Die beiden völlig gleich möblierten Zimmer waren winzig. Den größten Teil nahm jeweils ein Doppelbett ein. Daneben blieb gerade noch Platz für einen Schrank am Fußende des Bettes, einen Beistelltisch und einen Stuhl. Der Fernseher hing an der Wand gegenüber dem Bett. Neben der Tür befand sich eine winzige Nasszelle mit einer Dusche. Auf dem Boden lag in beiden Zimmern eine zusätzliche Matratze. Doch alles war von beispielhafter Sauberkeit, was uns über den mangelnden Platz hinwegtröstete.
Die Kleinen jubelten, wir Großen waren zurückhaltender. Wie sollten wir das Fläschchen von Zacharias warm machen?

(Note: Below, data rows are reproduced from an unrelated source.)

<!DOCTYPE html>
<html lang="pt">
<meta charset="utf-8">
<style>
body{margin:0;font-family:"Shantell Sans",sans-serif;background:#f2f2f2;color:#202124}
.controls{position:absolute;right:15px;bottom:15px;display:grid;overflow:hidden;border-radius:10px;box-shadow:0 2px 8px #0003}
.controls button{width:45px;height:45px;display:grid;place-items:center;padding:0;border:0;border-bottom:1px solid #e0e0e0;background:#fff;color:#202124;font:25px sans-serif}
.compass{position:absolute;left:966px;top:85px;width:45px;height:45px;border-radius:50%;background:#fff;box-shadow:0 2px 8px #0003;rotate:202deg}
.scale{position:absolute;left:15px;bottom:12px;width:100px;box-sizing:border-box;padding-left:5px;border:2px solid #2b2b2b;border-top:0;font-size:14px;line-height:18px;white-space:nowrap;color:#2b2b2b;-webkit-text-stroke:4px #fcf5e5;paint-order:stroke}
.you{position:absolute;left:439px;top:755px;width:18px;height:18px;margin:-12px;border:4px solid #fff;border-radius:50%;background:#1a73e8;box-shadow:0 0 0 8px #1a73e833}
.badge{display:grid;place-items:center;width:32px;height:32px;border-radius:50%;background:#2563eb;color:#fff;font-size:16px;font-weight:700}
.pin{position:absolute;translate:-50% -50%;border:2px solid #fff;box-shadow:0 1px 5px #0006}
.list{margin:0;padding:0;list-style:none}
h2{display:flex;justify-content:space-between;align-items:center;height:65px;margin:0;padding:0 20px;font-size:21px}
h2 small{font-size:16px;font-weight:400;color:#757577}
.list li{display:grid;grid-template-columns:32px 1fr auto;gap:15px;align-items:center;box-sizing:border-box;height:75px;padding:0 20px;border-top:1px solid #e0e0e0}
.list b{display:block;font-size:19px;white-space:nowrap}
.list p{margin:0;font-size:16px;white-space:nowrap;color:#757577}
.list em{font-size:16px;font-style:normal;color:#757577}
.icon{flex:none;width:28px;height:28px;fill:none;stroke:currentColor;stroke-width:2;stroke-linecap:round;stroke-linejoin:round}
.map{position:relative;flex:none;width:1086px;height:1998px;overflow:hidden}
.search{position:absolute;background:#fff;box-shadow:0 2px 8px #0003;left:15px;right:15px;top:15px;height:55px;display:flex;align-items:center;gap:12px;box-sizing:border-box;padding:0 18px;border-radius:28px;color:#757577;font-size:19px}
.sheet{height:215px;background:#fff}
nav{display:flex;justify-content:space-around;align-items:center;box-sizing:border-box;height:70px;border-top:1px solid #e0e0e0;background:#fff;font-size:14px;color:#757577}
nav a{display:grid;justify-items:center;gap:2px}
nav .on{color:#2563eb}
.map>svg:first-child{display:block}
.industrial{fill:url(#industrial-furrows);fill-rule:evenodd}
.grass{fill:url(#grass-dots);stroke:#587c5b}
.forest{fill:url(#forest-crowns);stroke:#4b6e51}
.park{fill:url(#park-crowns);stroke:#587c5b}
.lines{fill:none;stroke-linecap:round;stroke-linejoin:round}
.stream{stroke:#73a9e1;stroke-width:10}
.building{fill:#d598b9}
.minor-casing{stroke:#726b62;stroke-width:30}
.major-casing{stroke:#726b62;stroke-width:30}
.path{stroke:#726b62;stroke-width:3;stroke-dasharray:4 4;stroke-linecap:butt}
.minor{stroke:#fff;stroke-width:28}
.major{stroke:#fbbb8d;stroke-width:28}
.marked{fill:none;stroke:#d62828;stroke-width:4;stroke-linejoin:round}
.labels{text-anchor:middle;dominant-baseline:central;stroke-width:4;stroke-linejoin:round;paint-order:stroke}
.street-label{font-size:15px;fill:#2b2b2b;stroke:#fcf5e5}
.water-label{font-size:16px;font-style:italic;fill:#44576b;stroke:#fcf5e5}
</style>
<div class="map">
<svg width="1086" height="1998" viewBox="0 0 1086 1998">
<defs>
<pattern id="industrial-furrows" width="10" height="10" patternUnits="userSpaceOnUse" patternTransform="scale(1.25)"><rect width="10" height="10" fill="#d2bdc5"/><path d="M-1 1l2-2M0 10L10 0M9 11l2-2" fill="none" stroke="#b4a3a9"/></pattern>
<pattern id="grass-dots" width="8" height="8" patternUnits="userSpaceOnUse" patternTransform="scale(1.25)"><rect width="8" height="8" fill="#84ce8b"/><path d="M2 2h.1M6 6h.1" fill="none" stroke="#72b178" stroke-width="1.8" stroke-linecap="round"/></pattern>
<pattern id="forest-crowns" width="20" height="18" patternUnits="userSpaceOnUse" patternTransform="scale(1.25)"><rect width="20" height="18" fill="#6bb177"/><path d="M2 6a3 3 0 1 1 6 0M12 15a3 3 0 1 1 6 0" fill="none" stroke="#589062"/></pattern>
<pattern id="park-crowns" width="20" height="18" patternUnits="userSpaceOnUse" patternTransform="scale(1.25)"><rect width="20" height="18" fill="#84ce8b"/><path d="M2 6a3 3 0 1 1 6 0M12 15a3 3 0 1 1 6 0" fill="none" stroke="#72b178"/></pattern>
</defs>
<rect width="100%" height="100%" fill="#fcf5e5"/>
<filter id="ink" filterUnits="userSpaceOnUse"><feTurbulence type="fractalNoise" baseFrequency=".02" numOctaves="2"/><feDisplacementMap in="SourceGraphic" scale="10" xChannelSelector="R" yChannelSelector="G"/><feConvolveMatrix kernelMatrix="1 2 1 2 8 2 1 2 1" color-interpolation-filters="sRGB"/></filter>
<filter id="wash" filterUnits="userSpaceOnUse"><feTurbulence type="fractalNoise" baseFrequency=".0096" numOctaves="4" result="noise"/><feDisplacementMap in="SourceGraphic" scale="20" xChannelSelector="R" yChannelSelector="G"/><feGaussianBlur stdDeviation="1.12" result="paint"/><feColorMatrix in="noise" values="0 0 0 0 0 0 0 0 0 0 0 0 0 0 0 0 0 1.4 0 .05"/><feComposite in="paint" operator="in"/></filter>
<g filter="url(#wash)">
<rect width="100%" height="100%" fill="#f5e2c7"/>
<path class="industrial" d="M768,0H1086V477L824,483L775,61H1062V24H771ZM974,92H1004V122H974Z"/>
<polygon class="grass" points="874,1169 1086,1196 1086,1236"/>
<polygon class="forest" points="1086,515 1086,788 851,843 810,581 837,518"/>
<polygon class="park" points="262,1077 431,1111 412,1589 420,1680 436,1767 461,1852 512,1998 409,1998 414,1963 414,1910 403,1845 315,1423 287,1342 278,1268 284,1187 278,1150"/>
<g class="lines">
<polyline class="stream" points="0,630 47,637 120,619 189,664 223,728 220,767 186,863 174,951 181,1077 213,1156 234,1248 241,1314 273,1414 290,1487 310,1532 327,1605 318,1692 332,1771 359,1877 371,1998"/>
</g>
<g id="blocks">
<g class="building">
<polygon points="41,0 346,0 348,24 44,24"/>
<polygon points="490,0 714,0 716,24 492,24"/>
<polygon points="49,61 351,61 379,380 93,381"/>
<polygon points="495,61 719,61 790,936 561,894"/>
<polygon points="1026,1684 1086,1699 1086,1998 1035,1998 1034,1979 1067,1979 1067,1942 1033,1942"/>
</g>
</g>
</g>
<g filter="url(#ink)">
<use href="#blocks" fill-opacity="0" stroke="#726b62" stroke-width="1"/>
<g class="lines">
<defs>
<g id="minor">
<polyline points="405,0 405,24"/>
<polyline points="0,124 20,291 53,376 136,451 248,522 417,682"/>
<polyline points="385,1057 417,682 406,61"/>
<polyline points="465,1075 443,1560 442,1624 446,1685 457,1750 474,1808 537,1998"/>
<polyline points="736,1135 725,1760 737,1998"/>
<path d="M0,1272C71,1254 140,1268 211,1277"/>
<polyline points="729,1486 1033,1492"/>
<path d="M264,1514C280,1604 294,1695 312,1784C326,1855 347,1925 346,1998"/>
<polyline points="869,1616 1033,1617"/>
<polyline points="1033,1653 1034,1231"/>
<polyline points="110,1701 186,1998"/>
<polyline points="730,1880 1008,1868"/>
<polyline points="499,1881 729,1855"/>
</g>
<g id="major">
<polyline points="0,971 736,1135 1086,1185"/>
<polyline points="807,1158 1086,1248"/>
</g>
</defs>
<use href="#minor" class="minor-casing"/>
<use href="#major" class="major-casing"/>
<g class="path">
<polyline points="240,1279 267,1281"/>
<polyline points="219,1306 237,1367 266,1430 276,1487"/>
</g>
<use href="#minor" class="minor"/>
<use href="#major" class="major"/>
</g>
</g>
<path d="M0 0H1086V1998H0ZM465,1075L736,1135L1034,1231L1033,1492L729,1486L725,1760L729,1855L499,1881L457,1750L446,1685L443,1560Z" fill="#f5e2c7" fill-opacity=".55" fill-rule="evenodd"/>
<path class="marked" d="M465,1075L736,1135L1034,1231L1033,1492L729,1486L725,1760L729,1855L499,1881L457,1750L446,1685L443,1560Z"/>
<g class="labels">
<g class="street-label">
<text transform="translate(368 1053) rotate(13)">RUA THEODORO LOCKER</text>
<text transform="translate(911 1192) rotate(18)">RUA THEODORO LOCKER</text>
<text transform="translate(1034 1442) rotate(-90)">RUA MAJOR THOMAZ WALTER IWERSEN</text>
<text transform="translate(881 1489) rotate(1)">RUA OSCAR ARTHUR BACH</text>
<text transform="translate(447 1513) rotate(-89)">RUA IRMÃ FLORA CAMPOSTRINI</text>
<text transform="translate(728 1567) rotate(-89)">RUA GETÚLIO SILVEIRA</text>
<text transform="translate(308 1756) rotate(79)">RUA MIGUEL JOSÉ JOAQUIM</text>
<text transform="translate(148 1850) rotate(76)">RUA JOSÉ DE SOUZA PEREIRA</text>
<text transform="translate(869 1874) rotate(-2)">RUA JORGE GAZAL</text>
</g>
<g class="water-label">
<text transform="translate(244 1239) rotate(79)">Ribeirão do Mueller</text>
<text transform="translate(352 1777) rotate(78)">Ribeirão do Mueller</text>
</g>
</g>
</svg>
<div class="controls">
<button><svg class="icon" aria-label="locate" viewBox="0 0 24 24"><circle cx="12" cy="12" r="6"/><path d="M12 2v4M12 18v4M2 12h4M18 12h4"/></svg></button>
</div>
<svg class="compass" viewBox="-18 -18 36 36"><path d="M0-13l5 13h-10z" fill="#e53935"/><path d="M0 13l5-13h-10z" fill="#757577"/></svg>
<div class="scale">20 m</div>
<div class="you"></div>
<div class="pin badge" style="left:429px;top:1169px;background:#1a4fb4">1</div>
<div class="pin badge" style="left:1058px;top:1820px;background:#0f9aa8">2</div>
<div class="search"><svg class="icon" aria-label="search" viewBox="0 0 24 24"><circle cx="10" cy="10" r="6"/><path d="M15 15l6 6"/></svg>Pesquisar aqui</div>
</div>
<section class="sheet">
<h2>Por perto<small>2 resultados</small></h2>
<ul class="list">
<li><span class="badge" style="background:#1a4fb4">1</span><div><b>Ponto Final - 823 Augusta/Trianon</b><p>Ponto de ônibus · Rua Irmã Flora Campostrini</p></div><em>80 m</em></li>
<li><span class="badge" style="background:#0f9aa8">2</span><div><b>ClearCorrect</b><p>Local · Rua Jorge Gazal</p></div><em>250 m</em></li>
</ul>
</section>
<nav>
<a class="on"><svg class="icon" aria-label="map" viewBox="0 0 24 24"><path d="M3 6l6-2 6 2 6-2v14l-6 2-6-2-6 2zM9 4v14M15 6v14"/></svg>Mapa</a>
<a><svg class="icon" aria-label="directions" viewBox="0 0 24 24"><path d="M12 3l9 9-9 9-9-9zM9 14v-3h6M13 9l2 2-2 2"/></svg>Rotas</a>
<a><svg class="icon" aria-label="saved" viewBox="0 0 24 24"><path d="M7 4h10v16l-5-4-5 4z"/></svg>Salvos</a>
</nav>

Angesichts solcher organisatorischer Probleme empfahl uns die Putzfrau eine Initiative, die sich um ausländische Frauen in Notlagen kümmert. Ich wollte so bald wie möglich dort anrufen. Zunächst einmal hatte nun jeder einen Platz zum Schlafen, und alles war sauber und sicher. Endlich!
Als wir unsere Sachen verstaut hatten, gingen wir in das Schnellrestaurant an der Ecke.
Auch wenn nicht alles vollkommen war, legte ich mich zufrieden zur Ruhe: Nun hatten wir eine Adresse. Endlich konnten wir Post empfangen und uns Arbeit suchen. Die regelmäßigen Atemzüge meiner Lieben wiegten mich in den Schlaf.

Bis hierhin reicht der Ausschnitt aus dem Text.